Эсэсовцы стояли у ворот, подняв воротники прорезиненных плащей и наблюдая за пожаром. В стороне у дороги, возле одинокой сосны, притулились два мотоцикла.
– Разрешите, товарищ капитан, я их одной очередью, – прошептал Петухов.
– Чуть позже, – откликнулся Тасманов, – а сейчас послушаем.
Капитану хотелось проследить путь эсэсовцев от ворот до сосны, где стояли мотоциклы, – оставили же они себе тропу через минное поле.
И вдруг сквозь треск горящего дерева Тасманов услышал слабые нестройные крики.
– Пацаны там, товарищ капитан, – захлебнулся полукриком Кудря, – послушайте-ко... Сгорят...
– Да. Ребятишки, – сказал старшина. – И ничего не сделаешь, все подходы заминированы...
– Кроме одного, старшина... – Капитан сказал это сквозь зубы. Рыжиков покосился на Тасманова. – Смотри, – сказал капитан.
Эсэсовцы гуськом пошли от ворот, след в след. Последний остановился, когда была пройдена половина пути. Тускло блеснул корпус противопехотной мины – немец достал ее из-за пазухи, положил в заранее подготовленную лунку и прикрыл куском дерна. Отряхнул руки. И осторожно зашагал к сосне, низко опустив голову, видимо, высматривая едва приметные знаки, обозначавшие безопасную тропу.

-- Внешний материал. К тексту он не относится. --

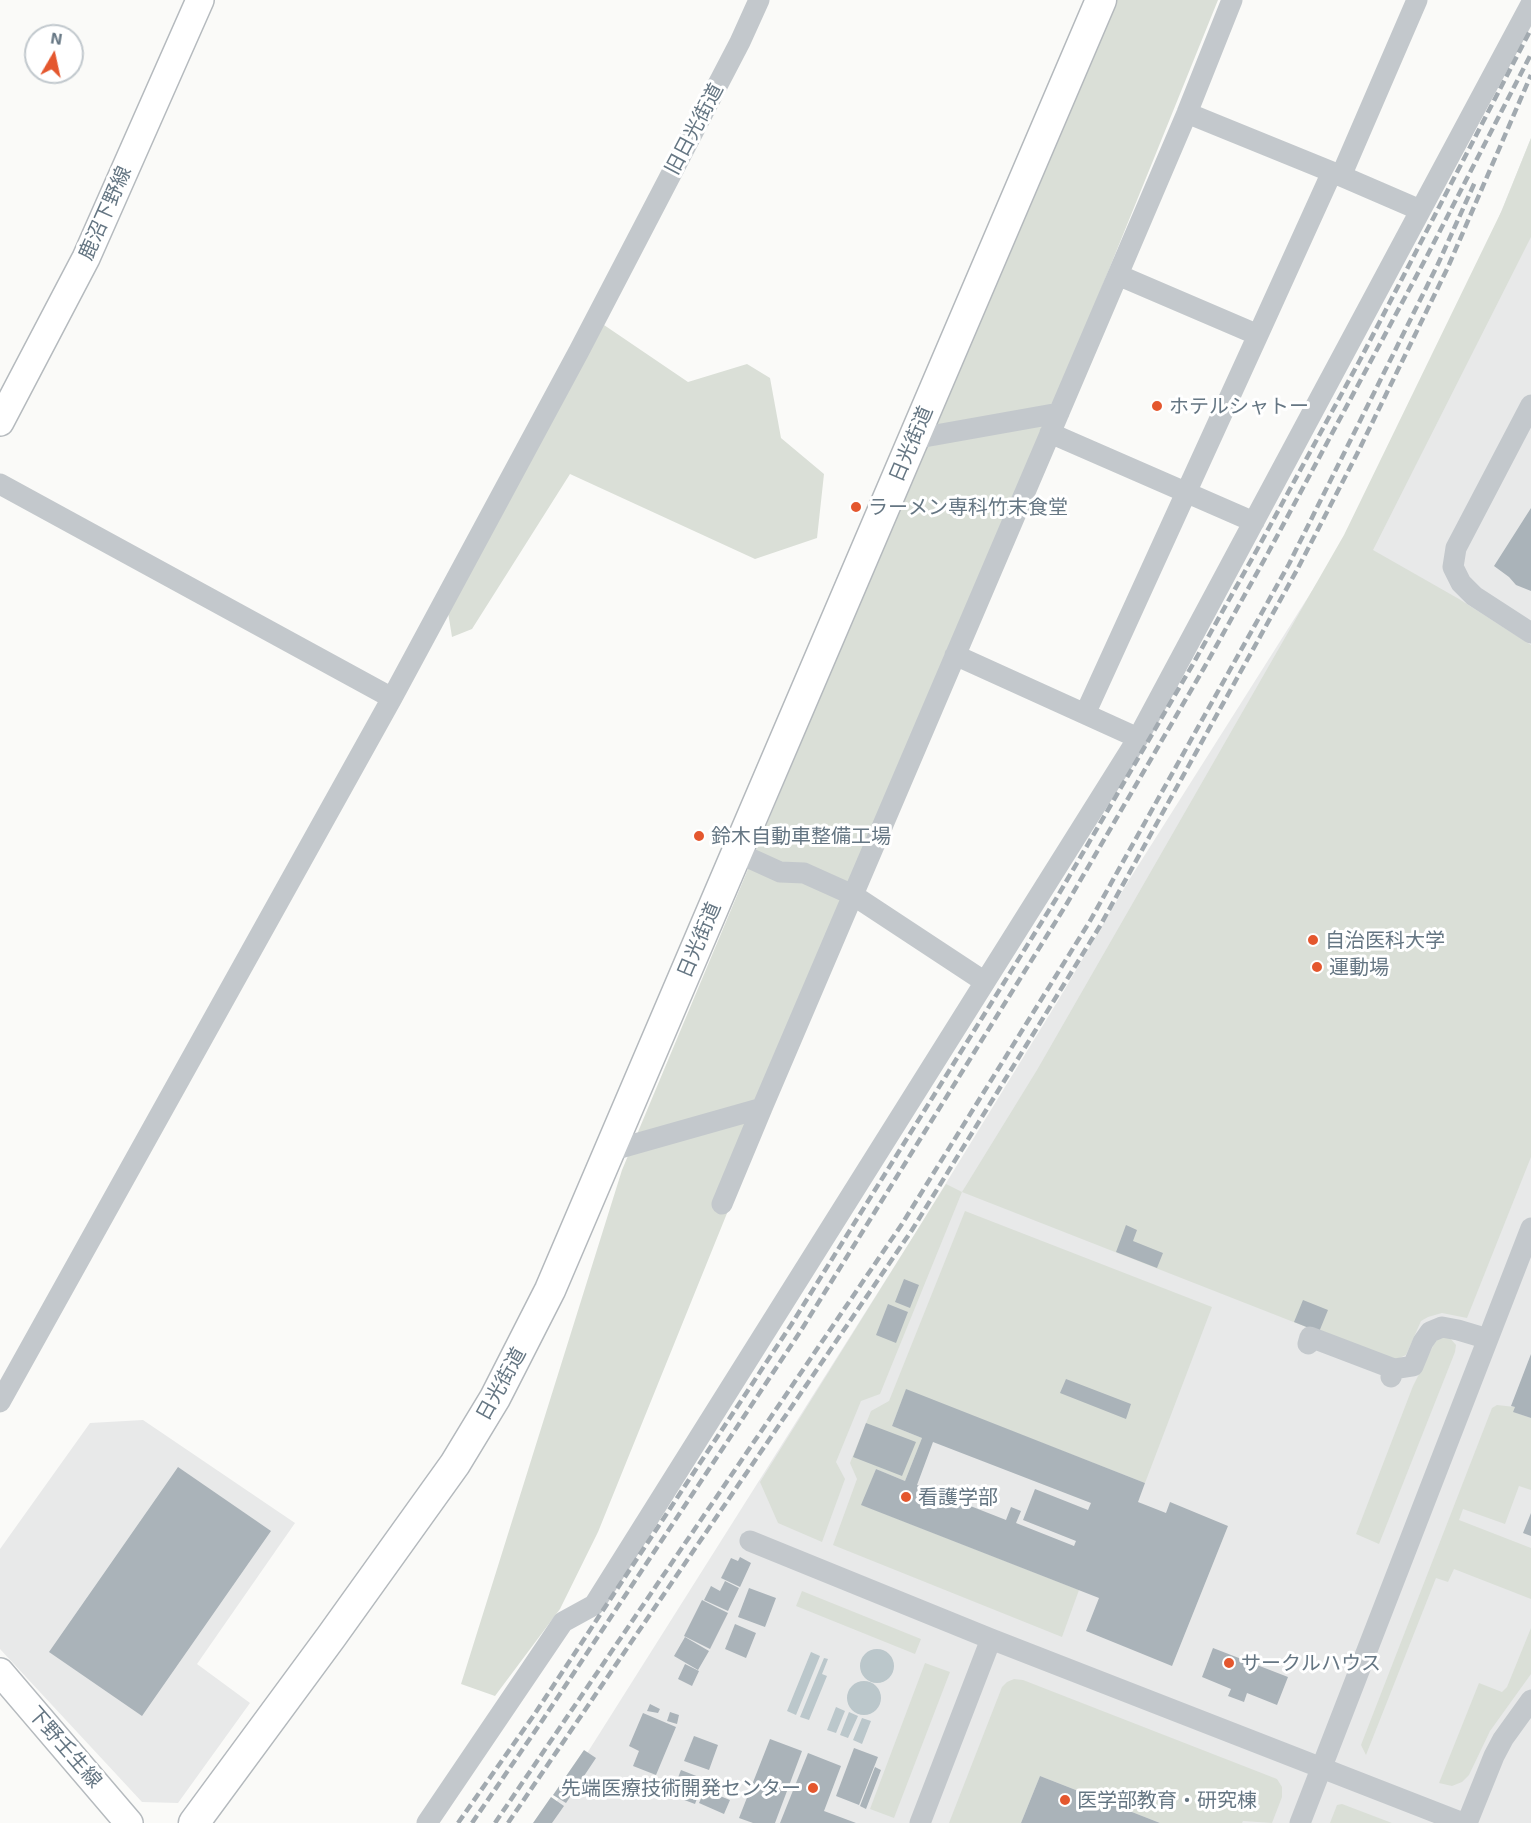 <!DOCTYPE html>
<html>
<head>
<meta charset="utf-8">
<style>
  body { margin:0 }
  #map { position:relative; width:1531px; height:1823px; overflow:hidden; background:#fafaf8; font-family:"Exo 2",sans-serif }
  canvas { display:block }
  .north { position:absolute; left:24px; top:24px; width:60px; height:60px; box-sizing:border-box; background:#fff; border:2px solid #c1c8cd; border-radius:50%; rotate:9deg; font-size:16px; font-weight:700; line-height:24px; text-align:center; color:#657683 }
  .north::after { content:''; display:block; margin:auto; width:21px; height:27px; background:#e4572e; clip-path:polygon(50% 0,100% 100%,50% 72%,0 100%) }
</style>
</head>
<body>
<div id="map">
<canvas width="1531" height="1823"></canvas>
<div class="north">N</div>
</div>
<script>
const ctx = document.querySelector('canvas').getContext('2d');
ctx.lineJoin = 'round';
function fill(path, color) {
  ctx.fillStyle = color;
  ctx.fill(path, 'evenodd');
}
function poly(rows) {
  const path = new Path2D();
  for (const r of rows) {
    if (r.length === 3) {
      path.moveTo(r[0] + r[2], r[1]);
      path.arc(r[0], r[1], r[2], 0, 2 * Math.PI);
      continue;
    }
    path.moveTo(r[0], r[1]);
    for (let i = 2; i < r.length; i += 2) path.lineTo(r[i], r[i + 1]);
  }
  return path;
}
function strokePath(path, color, width, dash) {
  ctx.strokeStyle = color;
  ctx.lineWidth = width;
  ctx.lineCap = dash ? 'butt' : 'round';
  ctx.setLineDash(dash || []);
  ctx.stroke(path);
}
function write(font, color, halo, rows, align = 'center') {
  ctx.font = font + ' "Exo 2","Noto Sans JP",sans-serif';
  ctx.lineWidth = 6;
  ctx.setLineDash([]);
  ctx.textBaseline = 'middle';
  ctx.strokeStyle = halo;
  ctx.fillStyle = color;
  for (const [text, x, y, turn = 0] of rows) {
    ctx.save();
    ctx.translate(x, y);
    ctx.rotate((+turn || 0) * Math.PI / 180);
    ctx.textAlign = isNaN(turn) ? turn : align;
    if (halo) ctx.strokeText(text, 0, 0);
    ctx.fillText(text, 0, 0);
    ctx.restore();
  }
}
fill(poly([
  [1531,138,1531,1823,543,1823,916,1232,1059,999,1129,880,1410,436],
  [143,1420,295,1523,197,1664,250,1703,178,1803,142,1802,0,1649,0,1549,90,1423]
]), '#e8e9e9');
fill(poly([
  [1112,0,1218,0,598,1532,560,1609,495,1696,461,1684,622,1170],
  [1531,138,1531,237,1373,550,1459,599,1531,645,1531,1157,1467,1318,1442,1313,1428,1317,1421,1321,1406,1355,1395,1360,1319,1332,962,1192,880,1394,861,1401,836,1462,845,1479,822,1542,778,1523,760,1482,946,1184,962,1192,1037,1070,1344,535,1502,210],
  [604,325,688,382,747,364,770,378,781,438,824,474,817,538,755,559,570,474,472,629,452,637,447,606],
  [965,1211,1212,1307,1145,1483,906,1390,892,1426,922,1438,905,1481,876,1469,862,1505,1079,1590,1062,1637,833,1545,857,1479,850,1463,871,1411,889,1401],
  [1439,1337,1449,1337,1456,1345,1455,1352,1379,1544,1356,1534,1413,1386,1433,1346],
  [1497,1405,1515,1407,1514,1412,1531,1418,1531,1490,1519,1486,1505,1524,1463,1509,1459,1520,1531,1548,1531,1599,1454,1569,1448,1582,1436,1578,1366,1755,1361,1745,1492,1408],
  [802,1591,921,1639,915,1654,796,1606],
  [1531,1628,1531,1674,1490,1731,1469,1775,1462,1782,1452,1786,1439,1783,1479,1683,1502,1692,1507,1687],
  [925,1663,950,1672,894,1818,870,1809],
  [1014,1679,1023,1680,1277,1779,1282,1787,1282,1797,1272,1823,1243,1821,1242,1823,1160,1823,1040,1776,1021,1823,949,1823,1002,1687,1007,1682],
  [1342,1804,1392,1823,1330,1823,1337,1805]
]), '#dadfd7');
fill(poly([
  [877,1666,17],
  [811,1652,820,1656,796,1715,787,1711],
  [824,1658,828,1659,822,1674,827,1676,809,1720,800,1717],
  [864,1698,17],
  [836,1707,845,1711,836,1733,827,1730],
  [849,1712,858,1716,848,1738,840,1735],
  [862,1718,871,1721,862,1744,853,1740]
]), '#bbc7cb');
fill(poly([
  [1531,508,1531,591,1516,585,1509,577,1494,566],
  [1126,1225,1137,1230,1133,1241,1163,1253,1157,1268,1116,1252],
  [904,1279,919,1285,910,1308,895,1302],
  [1303,1300,1328,1310,1319,1332,1294,1322],
  [888,1304,908,1312,896,1343,876,1335],
  [1531,1354,1531,1418,1513,1412,1515,1407,1511,1406],
  [1066,1379,1131,1404,1126,1419,1060,1393],
  [906,1389,1145,1483,1138,1502,1166,1513,1170,1502,1228,1526,1172,1666,1086,1631,1099,1598,861,1505,876,1469,905,1481,922,1438,892,1426],
  [933,1442,1091,1503,1088,1510,1035,1489,1023,1520,1076,1541,1074,1546,1016,1523,1021,1511,1011,1507,1006,1520,917,1485],
  [866,1423,916,1442,902,1476,853,1457],
  [178,1467,271,1531,142,1716,49,1652],
  [1531,1513,1531,1536,1523,1533],
  [740,1557,751,1563,740,1587,721,1578,731,1558,738,1561],
  [725,1581,739,1588,728,1611,704,1600,711,1586,720,1591],
  [749,1588,776,1598,765,1627,738,1617],
  [702,1600,728,1613,710,1649,684,1636],
  [735,1624,756,1633,746,1658,725,1649],
  [685,1637,709,1651,698,1670,674,1656],
  [1213,1648,1288,1677,1277,1705,1247,1693,1244,1702,1228,1696,1231,1689,1202,1677],
  [685,1664,699,1671,692,1686,678,1679],
  [650,1704,660,1709,658,1713,647,1711],
  [670,1712,679,1715,677,1724,667,1721],
  [643,1713,676,1727,656,1775,633,1766,639,1751,629,1746],
  [694,1736,718,1745,709,1770,684,1761],
  [770,1739,802,1751,775,1823,753,1823,739,1818],
  [854,1748,878,1757,859,1805,836,1796],
  [584,1750,596,1758,566,1803,553,1795],
  [808,1753,841,1766,824,1811,856,1823,780,1823],
  [875,1767,881,1770,866,1809,860,1806],
  [681,1770,704,1779,695,1804,671,1795],
  [1040,1776,1160,1823,1021,1823],
  [705,1790,730,1800,724,1814,699,1803],
  [551,1797,564,1806,552,1823,533,1823]
]), '#aab3b9');
const major = poly([
  [0,422,86,258,200,0],
  [0,1672,129,1823]
]);
const highway = poly([
  [194,1823,331,1637,455,1464,495,1398,550,1290,1101,0]
]);
strokePath(major, '#b5babe', 30);
strokePath(highway, '#b4b9bd', 33);
strokePath(poly([
  [1187,113,1332,172],
  [1341,176,1417,0],
  [1258,335,1332,172,1420,210],
  [1531,405,1456,548,1453,567,1461,583,1474,596,1531,633],
  [1050,433,1254,522],
  [913,439,1059,413],
  [0,484,392,698],
  [955,655,1138,738],
  [1085,714,1258,335,1118,275],
  [736,852,780,872,804,873,853,895,985,982],
  [610,1151,762,1108,1187,113,1232,0],
  [722,1204,762,1108],
  [1308,1344,1310,1337,1394,1369],
  [1391,1377,1394,1369,1413,1366,1423,1342,1430,1332,1442,1327,1458,1330,1488,1339],
  [0,1402,392,698,579,351,740,42,759,0],
  [750,1541,991,1639,1463,1823],
  [427,1823,563,1622,594,1605,1138,738,1531,4],
  [920,1823,991,1639],
  [1300,1823,1531,1228],
  [1467,1823,1494,1756,1503,1739,1531,1700]
]), '#c3c8cc', 21);
strokePath(major, '#fff', 27);
strokePath(highway, '#fff', 30);
strokePath(poly([
  [458,1823,534,1715,791,1325,1056,899,1193,664,1258,548,1360,360,1531,29],
  [472,1823,542,1721,800,1332,1066,905,1204,668,1268,553,1426,258,1531,54],
  [495,1823,902,1224,1090,921,1289,564,1438,264,1475,182],
  [508,1823,912,1230,1100,926,1298,568,1357,454,1448,267,1531,75]
]), '#a2aab0', 4.5, [9, 4.5]);
for (const [x, y, r, color] of [
  [1157,406,6,"#e4572e"],
  [856,507,6,"#e4572e"],
  [699,836,6,"#e4572e"],
  [1313,940,6,"#e4572e"],
  [1317,967,6,"#e4572e"],
  [906,1497,6,"#e4572e"],
  [1229,1663,6,"#e4572e"],
  [813,1788,6,"#e4572e"],
  [1065,1800,6,"#e4572e"]
]) {
  const dot = new Path2D();
  dot.arc(x, y, r, 0, 2 * Math.PI);
  ctx.fillStyle = color;
  ctx.fill(dot);
  strokePath(dot, '#fff', 2);
}
write('20px', '#657683', '#fff', [
  ["旧日光街道",694,129,-62],
  ["鹿沼下野線",105,213,-66],
  ["日光街道",911,444,-67],
  ["日光街道",699,940,-67],
  ["日光街道",501,1384,-61],
  ["下野壬生線",65,1747,49]
]);
write('20px', '#657683', '#fff', [
  ["ホテルシャトー",1169,406],
  ["ラーメン専科竹末食堂",868,507],
  ["鈴木自動車整備工場",711,836],
  ["自治医科大学",1325,940],
  ["運動場",1329,967],
  ["看護学部",918,1497],
  ["サークルハウス",1241,1663],
  ["先端医療技術開発センター",801,1788,"right"],
  ["医学部教育・研究棟",1077,1800]
], 'left');
</script>
</body>
</html>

Четверо уже подходили к мотоциклам.
– Петухов... Струткис, – шепнул капитан и кивнул Рыжикову. Это означало, что старшине достался немец, идущий последним.
Три длинные очереди почти одновременно распороли тяжелый влажный воздух. И настала тишина. Эсэсовцы лежали в неудобных позах там, где их застигла смерть.
Тасманов встал и тут встретился глазами с Кудрей. И вздрогнул. Они кричали, эти глаза, – столько мольбы и отчаяния было в них. Капитан сказал, как выстрелил:
– Иди... Ворота лимонкой...
И Тихон медленно двинулся вперед, обходя убитых эсэсовцев, так же внимательно глядя себе под ноги, как это делал последний немец сапер.
Падал тяжелый, как ртуть, дождь. Облитые, соляркой, тускло горели бараки – теперь в них никто не кричал.